My question is, why is the conclusion arising from the paradox, is that it is recommended to participate in the game. (Why does it make sense to talk about the expected value if it is undefined?)

Here are the rules, by the way:

• You throw a coin until it lands tails.
• You then get paid $2^{n}$ dollars, where $n$ is the amount of heads you got.

Am I missing something?

• What is your question? – Ittay Weiss Feb 13 '17 at 22:51
• Clarified my question mate :) – Chen Mor Feb 14 '17 at 6:43
• Your objection (undefined expectation) goes away if the house rules cut you off after 2 billion tosses whether the coin has landed tails or not. And the paradox arises if the entry fee is less than a billion dollars. So you would agree with the recommendation to play in this modified version of the game, but not if the restriction is removed? – bof Feb 14 '17 at 7:58

With your rules, I would always play -- assuming no entry fee --since since the worst I can do is collect nothing with a 50% chance and collect something with a 50% chance. If I have to pay $4$ dollars to play then there is a only a probability of $1/8$ that I do not lose money or break even.

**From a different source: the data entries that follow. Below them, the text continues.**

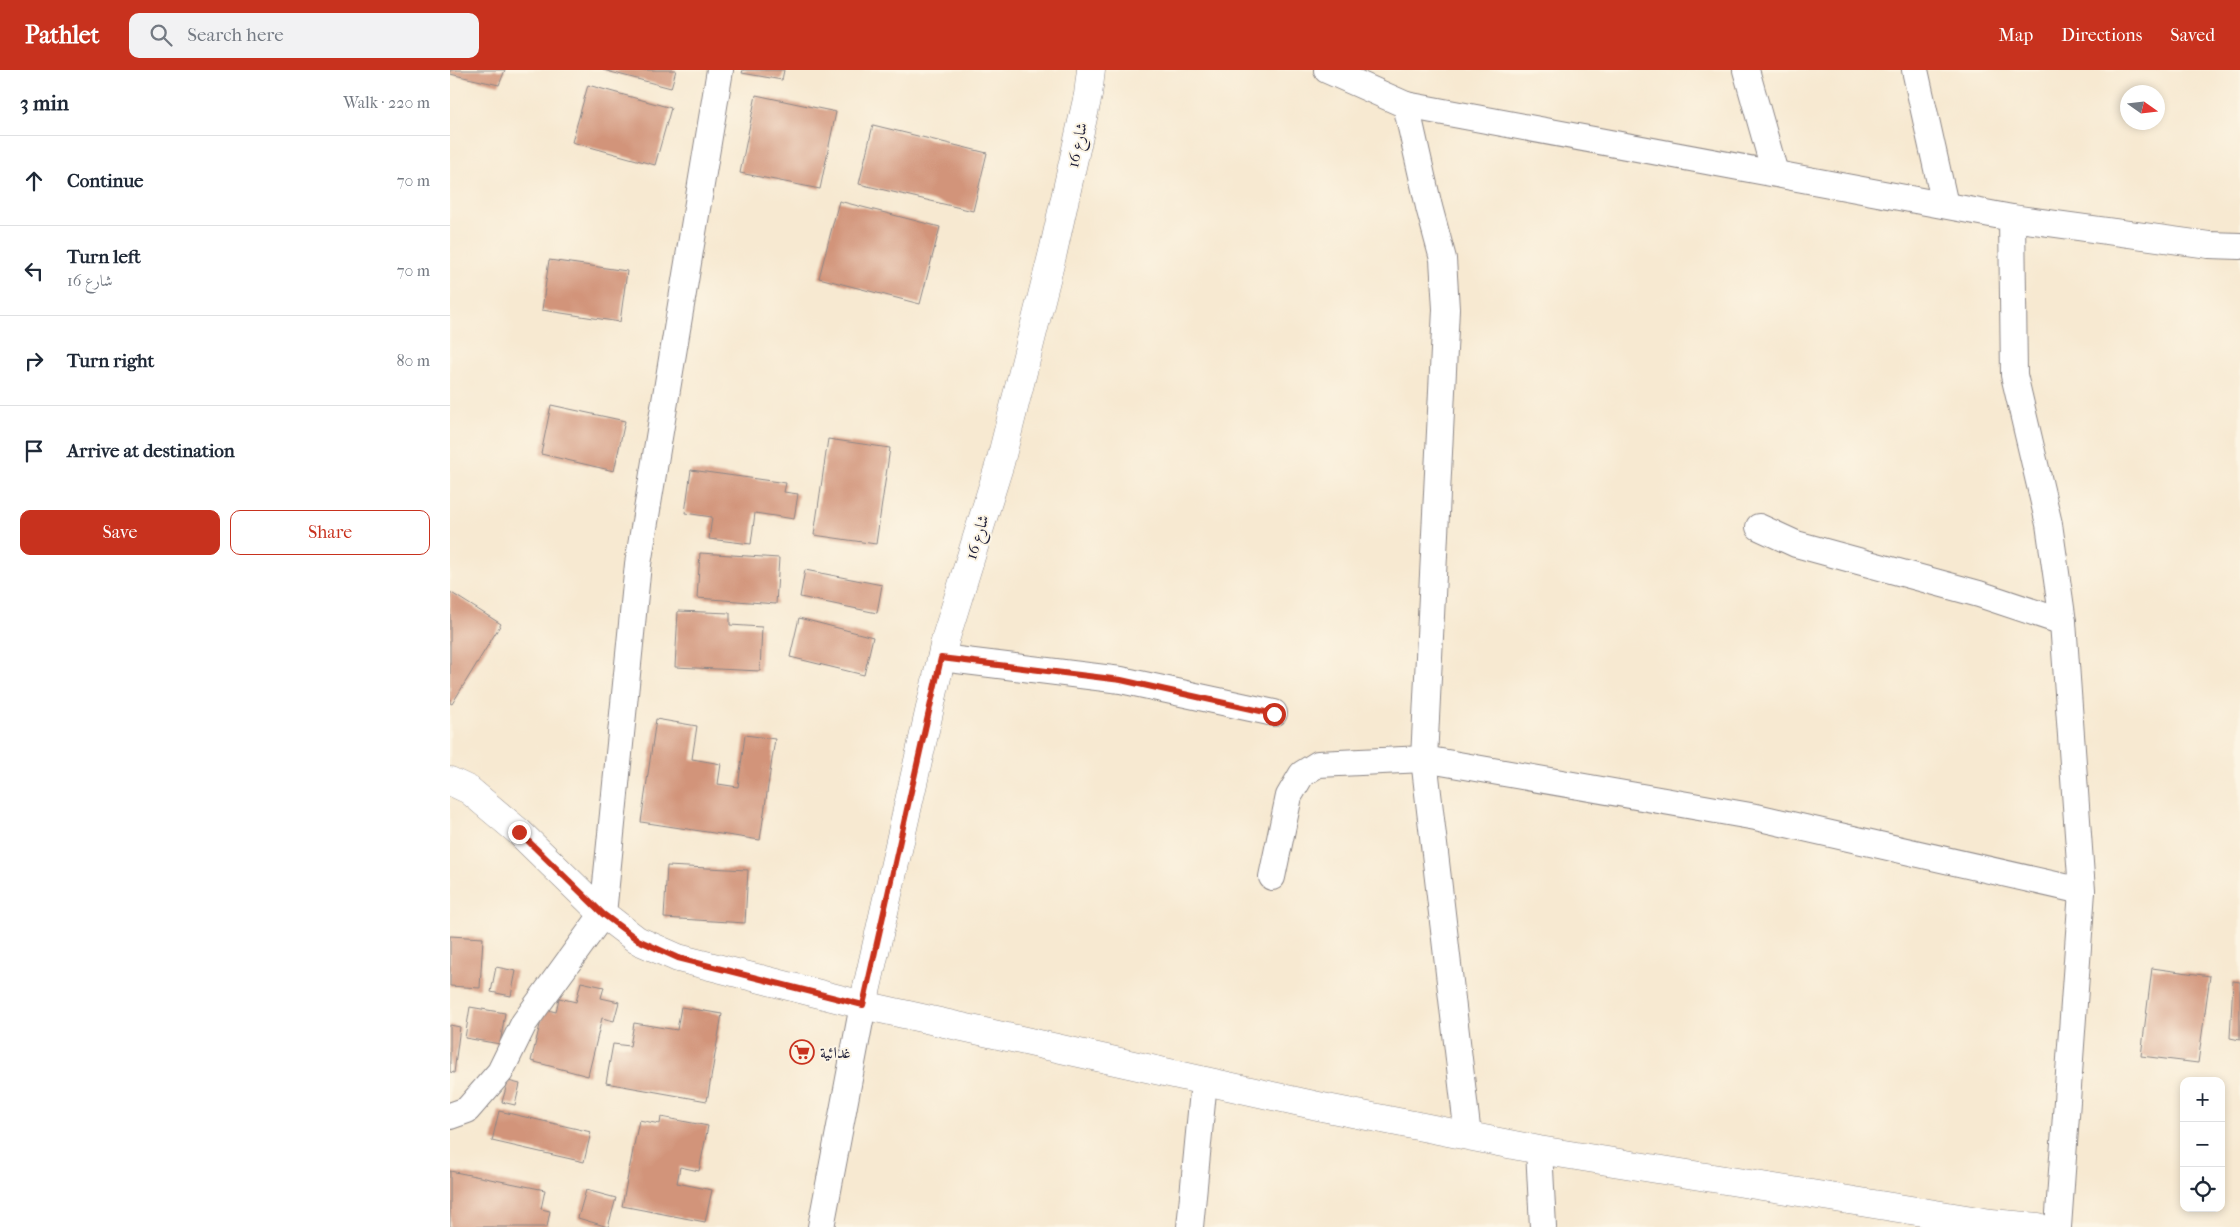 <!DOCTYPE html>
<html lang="en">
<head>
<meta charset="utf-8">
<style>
  body { margin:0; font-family:"IM FELL French Canon",Amiri,serif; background:#f2f2f3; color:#1f2937 }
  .controls { position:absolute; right:15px; bottom:15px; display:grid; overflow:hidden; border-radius:10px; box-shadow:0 2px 8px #0003 }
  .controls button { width:45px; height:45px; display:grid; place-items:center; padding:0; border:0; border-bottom:1px solid #e0e1e3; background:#fff; color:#1f2937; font:25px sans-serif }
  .compass { position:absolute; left:1670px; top:15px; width:45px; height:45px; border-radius:50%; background:#fff; box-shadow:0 2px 8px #0003; rotate:104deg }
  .stop { position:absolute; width:15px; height:15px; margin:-11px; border:4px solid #c8321e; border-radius:50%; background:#fff }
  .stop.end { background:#c8321e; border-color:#fff; box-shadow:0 1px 5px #0008 }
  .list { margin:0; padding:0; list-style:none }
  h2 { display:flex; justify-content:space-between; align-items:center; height:65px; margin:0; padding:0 20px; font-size:21px }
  h2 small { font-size:16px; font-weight:400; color:#747a83 }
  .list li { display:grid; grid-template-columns:32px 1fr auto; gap:15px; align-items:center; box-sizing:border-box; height:90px; padding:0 20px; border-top:1px solid #e0e1e3 }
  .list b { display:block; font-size:19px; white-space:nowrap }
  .list p { margin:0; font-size:16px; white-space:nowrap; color:#747a83 }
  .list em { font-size:16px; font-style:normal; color:#747a83 }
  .actions { display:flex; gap:10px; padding:15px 20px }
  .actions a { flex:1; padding:11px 0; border:1px solid #c8321e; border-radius:10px; text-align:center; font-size:18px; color:#c8321e }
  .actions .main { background:#c8321e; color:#fff }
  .icon { flex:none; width:28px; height:28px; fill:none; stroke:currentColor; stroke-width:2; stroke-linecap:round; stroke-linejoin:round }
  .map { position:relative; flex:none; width:1790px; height:1157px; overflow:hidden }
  header { display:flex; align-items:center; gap:30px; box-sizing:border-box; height:70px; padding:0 25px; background:#c8321e; color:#fff }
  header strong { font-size:24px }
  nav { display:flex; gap:28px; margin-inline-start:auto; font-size:18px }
  .search { width:350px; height:45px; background:#f2f2f3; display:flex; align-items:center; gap:12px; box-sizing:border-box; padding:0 18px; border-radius:10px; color:#747a83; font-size:19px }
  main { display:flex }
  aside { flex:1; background:#fff }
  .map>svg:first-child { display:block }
  .building { fill:#d2947a }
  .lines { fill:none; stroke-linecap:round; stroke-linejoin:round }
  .minor-casing { stroke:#8c8686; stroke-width:28 }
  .tertiary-casing { stroke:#8c8686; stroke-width:29 }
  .minor { stroke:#fff; stroke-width:26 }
  .tertiary { stroke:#fff; stroke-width:28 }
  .route { stroke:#c8321e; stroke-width:6 }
  .labels { text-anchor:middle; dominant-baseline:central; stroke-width:4; stroke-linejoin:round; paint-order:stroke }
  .street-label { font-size:16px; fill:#22223b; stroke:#fcf5e5 }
  .poi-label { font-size:16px; fill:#22223b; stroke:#fcf5e5; text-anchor:start }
</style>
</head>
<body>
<header>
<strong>Pathlet</strong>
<div class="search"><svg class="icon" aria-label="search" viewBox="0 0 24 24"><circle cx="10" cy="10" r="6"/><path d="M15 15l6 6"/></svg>Search here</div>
<nav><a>Map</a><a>Directions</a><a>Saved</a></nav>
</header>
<main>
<aside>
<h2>3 min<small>Walk · 220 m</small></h2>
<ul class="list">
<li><svg class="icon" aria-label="ahead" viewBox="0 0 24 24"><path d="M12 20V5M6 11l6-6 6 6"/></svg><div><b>Continue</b></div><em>70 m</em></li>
<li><svg class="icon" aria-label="left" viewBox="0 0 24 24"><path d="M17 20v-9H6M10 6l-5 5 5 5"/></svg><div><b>Turn left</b><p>شارع 16</p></div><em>70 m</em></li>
<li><svg class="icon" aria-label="right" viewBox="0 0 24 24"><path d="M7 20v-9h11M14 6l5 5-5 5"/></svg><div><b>Turn right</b></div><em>80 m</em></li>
<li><svg class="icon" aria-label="arrive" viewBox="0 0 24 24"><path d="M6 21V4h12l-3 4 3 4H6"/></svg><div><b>Arrive at destination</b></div></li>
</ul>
<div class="actions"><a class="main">Save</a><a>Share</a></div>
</aside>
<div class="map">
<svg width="1790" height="1157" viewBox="0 0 1790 1157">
  <rect width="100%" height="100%" fill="#fcf5e5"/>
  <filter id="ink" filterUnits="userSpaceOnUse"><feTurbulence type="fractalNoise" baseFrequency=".02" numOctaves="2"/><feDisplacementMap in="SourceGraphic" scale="10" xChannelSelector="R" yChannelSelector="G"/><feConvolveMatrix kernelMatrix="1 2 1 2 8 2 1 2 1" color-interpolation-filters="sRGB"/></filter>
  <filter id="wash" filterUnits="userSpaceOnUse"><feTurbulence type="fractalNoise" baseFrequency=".0096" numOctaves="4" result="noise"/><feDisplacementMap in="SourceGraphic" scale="20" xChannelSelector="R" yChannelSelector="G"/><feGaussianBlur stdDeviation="1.12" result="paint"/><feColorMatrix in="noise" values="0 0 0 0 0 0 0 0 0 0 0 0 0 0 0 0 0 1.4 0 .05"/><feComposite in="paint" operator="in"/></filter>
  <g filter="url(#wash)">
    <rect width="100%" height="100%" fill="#f7e9d1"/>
    <g id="blocks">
      <g class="building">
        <polygon points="0,0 55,0 49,15 0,4"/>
        <polygon points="153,0 226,0 221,18"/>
        <polygon points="293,0 334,0 332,10 292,3"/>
        <polygon points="138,15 221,38 205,95 122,72"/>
        <polygon points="306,25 386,42 370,119 290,103"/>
        <polygon points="423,55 537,83 523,141 409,114"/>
        <polygon points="389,131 490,157 470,234 369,208"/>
        <polygon points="99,190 177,201 170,252 92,240"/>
        <polygon points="101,335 175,351 164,401 91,384"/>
        <polygon points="378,369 440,378 426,474 364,465"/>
        <polygon points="241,400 336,413 334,422 348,424 344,449 305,443 301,474 259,469 262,447 235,443"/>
        <polygon points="250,483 329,488 326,534 247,528"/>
        <polygon points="355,500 432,515 427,543 350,527"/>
        <polygon points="0,522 51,554 2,634 0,633"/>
        <polygon points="228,541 280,543 280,555 312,557 310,601 225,597"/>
        <polygon points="349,548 423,567 414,605 340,587"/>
        <polygon points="206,649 247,656 242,689 271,694 268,714 288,717 295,665 325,669 310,770 191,752"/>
        <polygon points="217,796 298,800 295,853 214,848"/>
        <polygon points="0,866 33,868 30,918 0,916"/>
        <polygon points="46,897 66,901 61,926 41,922"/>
        <polygon points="1702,898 1760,906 1748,993 1691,986"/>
        <polygon points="1783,911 1790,912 1790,970 1780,968"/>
        <polygon points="131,912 154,917 151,928 169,932 164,951 152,948 138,1006 81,991 94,939 106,942 109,928 126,932"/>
        <polygon points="20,937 55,943 50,974 15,968"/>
        <polygon points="231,937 272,944 257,1031 156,1013 163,974 180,976 184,953 227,960"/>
        <polygon points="0,955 10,957 4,1003 0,1002"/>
        <polygon points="58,1011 70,1014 65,1035 52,1032"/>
        <polygon points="49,1041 141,1062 134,1092 42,1071"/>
        <polygon points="211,1047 258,1056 249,1101 230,1097 227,1113 262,1120 255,1152 172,1136 189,1050 210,1054"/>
        <polygon points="0,1101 95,1120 91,1139 100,1141 97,1157 0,1157"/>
        <polygon points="136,1120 166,1128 158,1157 128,1148"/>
      </g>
    </g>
  </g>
  <g filter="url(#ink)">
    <use href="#blocks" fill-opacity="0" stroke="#8c8686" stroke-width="1"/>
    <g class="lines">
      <g class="minor-casing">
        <g id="minor">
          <polyline points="877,0 956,35 979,137 993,189 996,239 974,689 1018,1066"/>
          <polyline points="1296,0 1325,103"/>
          <polyline points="1465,0 1495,135"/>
          <polyline points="956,35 1562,148 1564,305 1599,454 1613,552 1632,821"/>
          <polyline points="1562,148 1759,175 1790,176"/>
          <polyline points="1309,457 1346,474 1529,524 1613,552"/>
          <polyline points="491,588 671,610 824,643"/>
          <polyline points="822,807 839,726 852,704 868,694 974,689 1306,747 1632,821 1608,1157"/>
          <polyline points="0,1046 17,1040 50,1002 74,953 153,844 188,494 270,0"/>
          <polyline points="1089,1080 1093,1157"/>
          <polyline points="371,1157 413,935"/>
          <polyline points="740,1157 754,1011"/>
        </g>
      </g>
      <g class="tertiary-casing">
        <g id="tertiary">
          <polyline points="0,711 19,720 69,762 153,844 187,870 228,888 413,935 877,1038 1089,1080 1541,1153 1588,1157"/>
          <polyline points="413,935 496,567 550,393 603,182 638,25 641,0"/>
        </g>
      </g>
      <use href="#minor" class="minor"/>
      <use href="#tertiary" class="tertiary"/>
    </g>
  </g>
  <g class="lines" filter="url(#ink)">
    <polyline class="route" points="69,762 153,844 188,870 228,888 413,935 491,588 671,610 824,644"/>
  </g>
  <defs>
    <g id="supermarket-ring" transform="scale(1.25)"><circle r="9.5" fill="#fcf5e5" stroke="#c8321e" stroke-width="1.5"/><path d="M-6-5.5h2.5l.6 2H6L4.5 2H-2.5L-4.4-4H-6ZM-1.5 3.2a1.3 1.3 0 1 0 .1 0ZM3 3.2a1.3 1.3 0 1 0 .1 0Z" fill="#c8321e"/></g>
  </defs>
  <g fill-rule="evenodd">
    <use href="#supermarket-ring" x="352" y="982"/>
  </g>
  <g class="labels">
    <g class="street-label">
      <text transform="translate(627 75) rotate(-78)">شارع 16</text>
      <text transform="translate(527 467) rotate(-73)">شارع 16</text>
    </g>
    <g class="poi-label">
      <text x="370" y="982">غدائية</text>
    </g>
  </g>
</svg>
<div class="controls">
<button>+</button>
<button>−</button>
<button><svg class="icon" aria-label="locate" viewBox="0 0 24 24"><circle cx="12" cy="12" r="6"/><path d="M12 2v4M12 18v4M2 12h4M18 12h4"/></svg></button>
</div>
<svg class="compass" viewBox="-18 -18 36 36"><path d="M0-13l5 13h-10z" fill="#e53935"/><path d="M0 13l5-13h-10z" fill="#747a83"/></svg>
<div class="stop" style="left:824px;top:644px"></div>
<div class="stop end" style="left:69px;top:762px"></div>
</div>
</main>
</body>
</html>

Would you play if the entry fee were $16$ dollars?

The infinite expectation is an artifact of the payoff growing as $2^n$ with associated probability decaying as $1/2^{n+1}.$ Even moderately large payoffs are extremely unlikely events. Furthermore, the expected gain of $\infty$ is meaningless if you are risk averse since, as the entry fee becomes higher, the probability of not winning money tends to $1$. There would be a limit to how much you would be willing to pay to play in spite of an infinite expectation.

What you would pay to play would then depend on your utility function which would consider the entire return distribution and probability of loss. With log utility as suggested by Bernoulli, the expected utility is finite:

$$\sum_{k=1}^\infty \frac{\log 2^k}{2^{k+1}} = \log 2 \approx 0.7$$

With such a risk averse utility function you would pay no more than a $1$ dollar entry fee.

Note also that the expected duration of the game is finite:

$$\sum_{k=1}^\infty \frac{k}{2^k} = 2.$$

On average the game lasts for $2$ throws where you win $2$ dollars. Now consider that if I ask you to pay $16$ dollars to play.